From: Jan Kara <jack@suse.cz>
To: Dave Chinner <david@fromorbit.com>
Cc: Jan Kara <jack@suse.cz>, linux-fsdevel@vger.kernel.org
Subject: Re: [BUG?] sync writeback regression from c4a391b5 "writeback: do not sync data dirtied after sync start"?
Date: Tue, 18 Feb 2014 15:02:52 +0100 [thread overview]
Message-ID: <20140218140252.GD29660@quack.suse.cz> (raw)

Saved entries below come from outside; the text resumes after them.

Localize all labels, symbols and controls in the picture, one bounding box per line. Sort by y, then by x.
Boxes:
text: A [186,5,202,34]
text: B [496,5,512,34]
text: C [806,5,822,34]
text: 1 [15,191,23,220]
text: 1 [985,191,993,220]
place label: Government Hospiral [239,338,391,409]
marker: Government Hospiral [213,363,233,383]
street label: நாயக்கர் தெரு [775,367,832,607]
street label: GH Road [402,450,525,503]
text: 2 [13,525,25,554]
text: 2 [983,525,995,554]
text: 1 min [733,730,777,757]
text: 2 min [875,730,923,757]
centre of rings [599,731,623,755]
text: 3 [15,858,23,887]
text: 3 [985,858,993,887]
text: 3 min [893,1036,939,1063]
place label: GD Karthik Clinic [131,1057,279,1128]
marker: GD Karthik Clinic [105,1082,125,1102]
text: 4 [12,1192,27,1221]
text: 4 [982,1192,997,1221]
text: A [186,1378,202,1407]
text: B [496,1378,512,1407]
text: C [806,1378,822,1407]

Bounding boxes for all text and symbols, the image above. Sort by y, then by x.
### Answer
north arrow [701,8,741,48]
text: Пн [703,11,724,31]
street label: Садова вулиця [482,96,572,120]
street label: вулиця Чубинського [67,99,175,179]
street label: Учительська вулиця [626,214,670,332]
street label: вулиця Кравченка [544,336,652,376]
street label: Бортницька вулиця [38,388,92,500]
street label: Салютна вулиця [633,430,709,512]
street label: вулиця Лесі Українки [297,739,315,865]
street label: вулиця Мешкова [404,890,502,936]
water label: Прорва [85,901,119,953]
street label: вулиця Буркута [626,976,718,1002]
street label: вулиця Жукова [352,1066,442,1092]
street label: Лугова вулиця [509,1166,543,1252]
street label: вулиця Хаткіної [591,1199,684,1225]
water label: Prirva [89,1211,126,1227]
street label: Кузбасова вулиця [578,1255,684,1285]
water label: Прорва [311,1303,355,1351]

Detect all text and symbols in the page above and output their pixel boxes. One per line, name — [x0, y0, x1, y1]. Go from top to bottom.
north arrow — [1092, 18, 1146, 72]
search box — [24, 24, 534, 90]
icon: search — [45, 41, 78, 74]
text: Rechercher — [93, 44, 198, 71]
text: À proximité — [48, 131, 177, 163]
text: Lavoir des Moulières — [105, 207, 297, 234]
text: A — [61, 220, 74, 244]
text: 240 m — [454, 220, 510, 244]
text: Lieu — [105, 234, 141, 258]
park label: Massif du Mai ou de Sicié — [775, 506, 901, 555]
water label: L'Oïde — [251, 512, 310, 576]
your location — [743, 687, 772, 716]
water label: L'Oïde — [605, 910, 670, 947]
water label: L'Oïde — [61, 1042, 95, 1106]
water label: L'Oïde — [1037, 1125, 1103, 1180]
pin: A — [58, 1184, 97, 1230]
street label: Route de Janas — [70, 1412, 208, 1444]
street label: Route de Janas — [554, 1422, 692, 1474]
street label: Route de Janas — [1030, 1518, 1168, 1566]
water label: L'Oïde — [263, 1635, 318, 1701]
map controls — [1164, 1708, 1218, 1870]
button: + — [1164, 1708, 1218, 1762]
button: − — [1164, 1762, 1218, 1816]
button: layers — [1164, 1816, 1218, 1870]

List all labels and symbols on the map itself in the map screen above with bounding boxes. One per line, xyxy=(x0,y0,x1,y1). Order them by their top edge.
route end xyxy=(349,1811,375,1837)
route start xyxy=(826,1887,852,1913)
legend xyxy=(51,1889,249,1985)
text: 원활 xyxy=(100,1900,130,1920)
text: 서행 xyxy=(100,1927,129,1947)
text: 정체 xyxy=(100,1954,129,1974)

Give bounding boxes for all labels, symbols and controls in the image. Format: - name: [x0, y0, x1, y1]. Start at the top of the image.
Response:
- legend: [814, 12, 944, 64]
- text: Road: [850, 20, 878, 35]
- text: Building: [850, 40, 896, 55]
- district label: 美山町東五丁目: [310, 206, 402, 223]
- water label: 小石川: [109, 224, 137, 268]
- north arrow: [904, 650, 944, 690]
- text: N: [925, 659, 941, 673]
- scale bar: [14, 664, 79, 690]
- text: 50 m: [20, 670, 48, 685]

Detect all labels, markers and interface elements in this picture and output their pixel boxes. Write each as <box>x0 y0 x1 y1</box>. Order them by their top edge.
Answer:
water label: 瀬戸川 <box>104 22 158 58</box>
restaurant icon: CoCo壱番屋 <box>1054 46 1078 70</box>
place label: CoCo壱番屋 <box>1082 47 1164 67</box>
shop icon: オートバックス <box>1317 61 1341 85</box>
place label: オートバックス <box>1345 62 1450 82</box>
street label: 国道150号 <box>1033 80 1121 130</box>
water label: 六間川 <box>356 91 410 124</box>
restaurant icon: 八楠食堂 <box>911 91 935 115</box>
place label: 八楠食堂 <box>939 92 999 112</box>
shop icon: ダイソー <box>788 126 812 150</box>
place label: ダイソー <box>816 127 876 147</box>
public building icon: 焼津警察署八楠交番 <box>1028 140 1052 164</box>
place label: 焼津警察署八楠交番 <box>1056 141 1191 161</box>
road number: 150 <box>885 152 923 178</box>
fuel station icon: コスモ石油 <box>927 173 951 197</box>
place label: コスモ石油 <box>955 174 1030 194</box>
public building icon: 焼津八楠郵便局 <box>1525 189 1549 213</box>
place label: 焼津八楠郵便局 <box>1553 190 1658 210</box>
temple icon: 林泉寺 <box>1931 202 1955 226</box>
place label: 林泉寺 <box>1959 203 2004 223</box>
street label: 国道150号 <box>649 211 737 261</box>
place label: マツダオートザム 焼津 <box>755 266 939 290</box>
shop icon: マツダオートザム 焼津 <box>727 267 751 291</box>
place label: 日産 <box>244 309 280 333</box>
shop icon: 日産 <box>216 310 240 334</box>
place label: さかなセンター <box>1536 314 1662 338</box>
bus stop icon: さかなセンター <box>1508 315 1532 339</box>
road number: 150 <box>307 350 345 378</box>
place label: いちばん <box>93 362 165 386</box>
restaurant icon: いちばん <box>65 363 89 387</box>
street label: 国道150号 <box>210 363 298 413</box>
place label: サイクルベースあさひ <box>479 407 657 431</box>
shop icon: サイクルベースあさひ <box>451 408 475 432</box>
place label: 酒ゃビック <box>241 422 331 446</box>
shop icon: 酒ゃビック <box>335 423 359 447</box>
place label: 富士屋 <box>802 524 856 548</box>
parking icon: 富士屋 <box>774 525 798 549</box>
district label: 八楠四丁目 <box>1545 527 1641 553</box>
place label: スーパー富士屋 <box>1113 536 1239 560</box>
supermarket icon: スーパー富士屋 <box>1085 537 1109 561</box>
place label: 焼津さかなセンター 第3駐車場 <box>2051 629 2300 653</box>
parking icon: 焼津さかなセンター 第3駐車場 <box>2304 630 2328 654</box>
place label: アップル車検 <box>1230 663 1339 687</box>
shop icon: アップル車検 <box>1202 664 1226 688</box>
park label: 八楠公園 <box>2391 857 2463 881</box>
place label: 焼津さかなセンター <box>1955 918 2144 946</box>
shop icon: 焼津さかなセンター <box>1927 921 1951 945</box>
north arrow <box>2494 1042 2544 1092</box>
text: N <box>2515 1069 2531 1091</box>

In-Reply-To: <20140218132924.GH28666@dastard>
On Wed 19-02-14 00:29:24, Dave Chinner wrote:
> On Tue, Feb 18, 2014 at 10:38:20AM +0100, Jan Kara wrote:
> > On Tue 18-02-14 11:23:12, Dave Chinner wrote:
> > > > > In this case, XFS is skipping pages because it can't get the inode
> > > > > metadata lock without blocking on it, and we are in non-blocking
> > > > > mode because we are doing WB_SYNC_NONE writeback. We could also
> > > > > check for wbc->tagged_writepages, but nobody else does, nor does it
> > > > > fix the problem of calling redirty_page_for_writepage() in
> > > > > WB_SYNC_ALL conditions. None of the filesystems put writeback
> > > > > control specific contraints on their calls to
> > > > > redirty_page_for_writepage() and so it seems to me like it's a
> > > > > generic issue, not just an XFS issue.
> > > > >
> > > > > Digging deeper, it looks to me like our sync code simply does not
> > > > > handle redirty_page_for_writepage() being called in WB_SYNC_ALL
> > > > > properly.
> > > > Well, there are two different things:
> > > > a) If someone calls redirty_page_for_writepage() for WB_SYNC_ALL writeback,
> > > > we are in trouble because definition of that writeback is that it must
> > > > write everything. So I would consider that a fs bug (we could put a WARN_ON
> > > > for this into redirty_page_for_writepage()). Arguably, we could be nice to
> > > > filesystems and instead of warning just retry writeback indefinitely but
> > > > unless someone comes with a convincing usecase I'd rather avoid that.
> > >
> > > Right, that might be true, but almost all .writepages
> > > implementations unconditionally call redirty_page_for_writepage() in
> > > certain circumstances. e.g. xfs/ext4/btrfs do it when called from
> > > direct reclaim context to avoid the possibility of stack overruns.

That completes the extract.